* [Exercise inputs]:
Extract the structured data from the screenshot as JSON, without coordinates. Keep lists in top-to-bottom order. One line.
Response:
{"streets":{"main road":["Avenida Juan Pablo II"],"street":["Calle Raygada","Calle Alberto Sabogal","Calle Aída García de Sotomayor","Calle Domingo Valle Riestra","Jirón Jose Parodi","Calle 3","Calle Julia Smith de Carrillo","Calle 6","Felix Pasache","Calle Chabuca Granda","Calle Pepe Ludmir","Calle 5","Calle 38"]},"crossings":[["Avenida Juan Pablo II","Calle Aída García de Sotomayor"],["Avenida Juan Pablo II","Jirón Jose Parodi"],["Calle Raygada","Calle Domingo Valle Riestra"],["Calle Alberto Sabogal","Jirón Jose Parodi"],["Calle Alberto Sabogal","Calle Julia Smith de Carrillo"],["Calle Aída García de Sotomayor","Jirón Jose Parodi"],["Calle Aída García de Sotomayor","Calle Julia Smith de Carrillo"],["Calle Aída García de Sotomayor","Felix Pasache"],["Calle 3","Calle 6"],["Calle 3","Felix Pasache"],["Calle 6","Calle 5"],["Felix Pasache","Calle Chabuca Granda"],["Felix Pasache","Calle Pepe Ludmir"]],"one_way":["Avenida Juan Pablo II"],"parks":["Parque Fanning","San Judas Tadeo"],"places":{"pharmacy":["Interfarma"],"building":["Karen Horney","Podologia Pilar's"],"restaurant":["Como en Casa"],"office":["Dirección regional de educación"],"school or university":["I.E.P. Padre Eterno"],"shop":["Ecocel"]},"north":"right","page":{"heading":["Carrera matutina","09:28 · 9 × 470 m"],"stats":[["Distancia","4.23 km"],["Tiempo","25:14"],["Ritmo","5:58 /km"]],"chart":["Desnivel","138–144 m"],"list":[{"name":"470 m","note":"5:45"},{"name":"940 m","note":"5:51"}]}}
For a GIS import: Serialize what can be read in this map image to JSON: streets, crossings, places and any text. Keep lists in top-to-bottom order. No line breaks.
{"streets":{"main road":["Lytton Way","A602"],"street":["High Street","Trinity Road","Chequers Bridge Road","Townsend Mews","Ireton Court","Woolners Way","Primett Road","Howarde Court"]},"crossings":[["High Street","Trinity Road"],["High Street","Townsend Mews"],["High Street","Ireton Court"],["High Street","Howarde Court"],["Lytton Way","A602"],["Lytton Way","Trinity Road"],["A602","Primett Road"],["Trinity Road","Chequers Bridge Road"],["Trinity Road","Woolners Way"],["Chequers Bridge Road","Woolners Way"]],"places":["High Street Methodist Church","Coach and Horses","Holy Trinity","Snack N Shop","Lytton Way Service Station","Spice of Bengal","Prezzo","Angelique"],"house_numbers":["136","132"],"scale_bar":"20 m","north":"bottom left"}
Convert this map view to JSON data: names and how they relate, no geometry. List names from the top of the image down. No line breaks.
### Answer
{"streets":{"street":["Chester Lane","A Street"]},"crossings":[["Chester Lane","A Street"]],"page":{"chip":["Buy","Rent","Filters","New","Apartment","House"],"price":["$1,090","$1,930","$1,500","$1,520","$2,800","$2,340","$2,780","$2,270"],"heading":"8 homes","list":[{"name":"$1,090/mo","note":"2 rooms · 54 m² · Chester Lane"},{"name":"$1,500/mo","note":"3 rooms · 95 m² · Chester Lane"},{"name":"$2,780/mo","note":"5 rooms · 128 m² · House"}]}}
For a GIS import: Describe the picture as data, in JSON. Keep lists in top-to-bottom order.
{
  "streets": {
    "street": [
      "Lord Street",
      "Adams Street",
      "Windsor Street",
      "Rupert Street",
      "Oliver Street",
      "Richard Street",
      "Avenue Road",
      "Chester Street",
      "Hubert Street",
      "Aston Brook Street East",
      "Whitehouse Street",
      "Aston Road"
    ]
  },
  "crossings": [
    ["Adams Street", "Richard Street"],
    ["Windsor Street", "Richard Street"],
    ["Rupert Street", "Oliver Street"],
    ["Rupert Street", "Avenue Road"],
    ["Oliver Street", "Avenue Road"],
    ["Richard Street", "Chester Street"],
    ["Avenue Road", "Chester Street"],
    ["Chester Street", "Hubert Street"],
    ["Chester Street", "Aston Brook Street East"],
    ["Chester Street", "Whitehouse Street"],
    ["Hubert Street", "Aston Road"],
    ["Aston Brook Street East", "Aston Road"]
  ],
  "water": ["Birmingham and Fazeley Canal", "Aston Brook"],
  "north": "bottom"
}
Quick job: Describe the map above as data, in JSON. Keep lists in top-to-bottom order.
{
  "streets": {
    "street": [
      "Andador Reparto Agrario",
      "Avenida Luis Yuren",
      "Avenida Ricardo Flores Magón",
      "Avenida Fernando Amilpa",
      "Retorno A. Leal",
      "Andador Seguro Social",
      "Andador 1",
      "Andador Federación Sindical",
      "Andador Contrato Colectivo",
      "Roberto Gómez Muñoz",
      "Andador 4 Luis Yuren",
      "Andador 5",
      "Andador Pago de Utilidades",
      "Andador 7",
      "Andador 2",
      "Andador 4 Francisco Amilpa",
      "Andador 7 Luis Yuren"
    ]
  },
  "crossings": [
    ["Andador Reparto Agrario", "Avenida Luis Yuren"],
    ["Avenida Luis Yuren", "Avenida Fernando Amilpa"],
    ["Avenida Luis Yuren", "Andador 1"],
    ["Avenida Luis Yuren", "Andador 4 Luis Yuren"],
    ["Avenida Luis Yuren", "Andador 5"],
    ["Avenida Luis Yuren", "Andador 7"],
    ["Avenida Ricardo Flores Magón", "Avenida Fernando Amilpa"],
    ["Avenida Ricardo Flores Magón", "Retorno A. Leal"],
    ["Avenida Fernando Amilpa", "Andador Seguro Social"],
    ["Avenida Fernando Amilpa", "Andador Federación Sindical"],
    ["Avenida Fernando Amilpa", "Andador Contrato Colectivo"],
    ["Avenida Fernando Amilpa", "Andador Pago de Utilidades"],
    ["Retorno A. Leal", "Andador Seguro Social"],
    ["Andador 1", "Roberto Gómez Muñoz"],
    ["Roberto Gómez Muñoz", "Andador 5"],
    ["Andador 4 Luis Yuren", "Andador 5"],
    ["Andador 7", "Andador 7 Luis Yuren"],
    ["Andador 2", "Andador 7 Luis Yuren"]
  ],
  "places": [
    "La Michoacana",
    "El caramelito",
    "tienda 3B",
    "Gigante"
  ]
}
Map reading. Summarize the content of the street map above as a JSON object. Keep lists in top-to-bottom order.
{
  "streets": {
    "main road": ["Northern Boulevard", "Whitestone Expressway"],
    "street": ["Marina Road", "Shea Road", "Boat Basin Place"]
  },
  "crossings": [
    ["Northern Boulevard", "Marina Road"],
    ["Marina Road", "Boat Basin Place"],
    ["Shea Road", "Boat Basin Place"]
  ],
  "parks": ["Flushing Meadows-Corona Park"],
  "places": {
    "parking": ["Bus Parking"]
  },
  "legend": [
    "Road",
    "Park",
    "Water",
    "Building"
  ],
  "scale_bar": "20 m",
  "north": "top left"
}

* [Problem description]: For the word "from", find every line in the data that holds it and copy that line.

* [Answer box]:
Extract the structured data from the screenshot as JSON, without coordinates. Keep lists in top-to-bottom order. One line.
Convert this map view to JSON data: names and how they relate, no geometry. List names from the top of the image down. No line breaks.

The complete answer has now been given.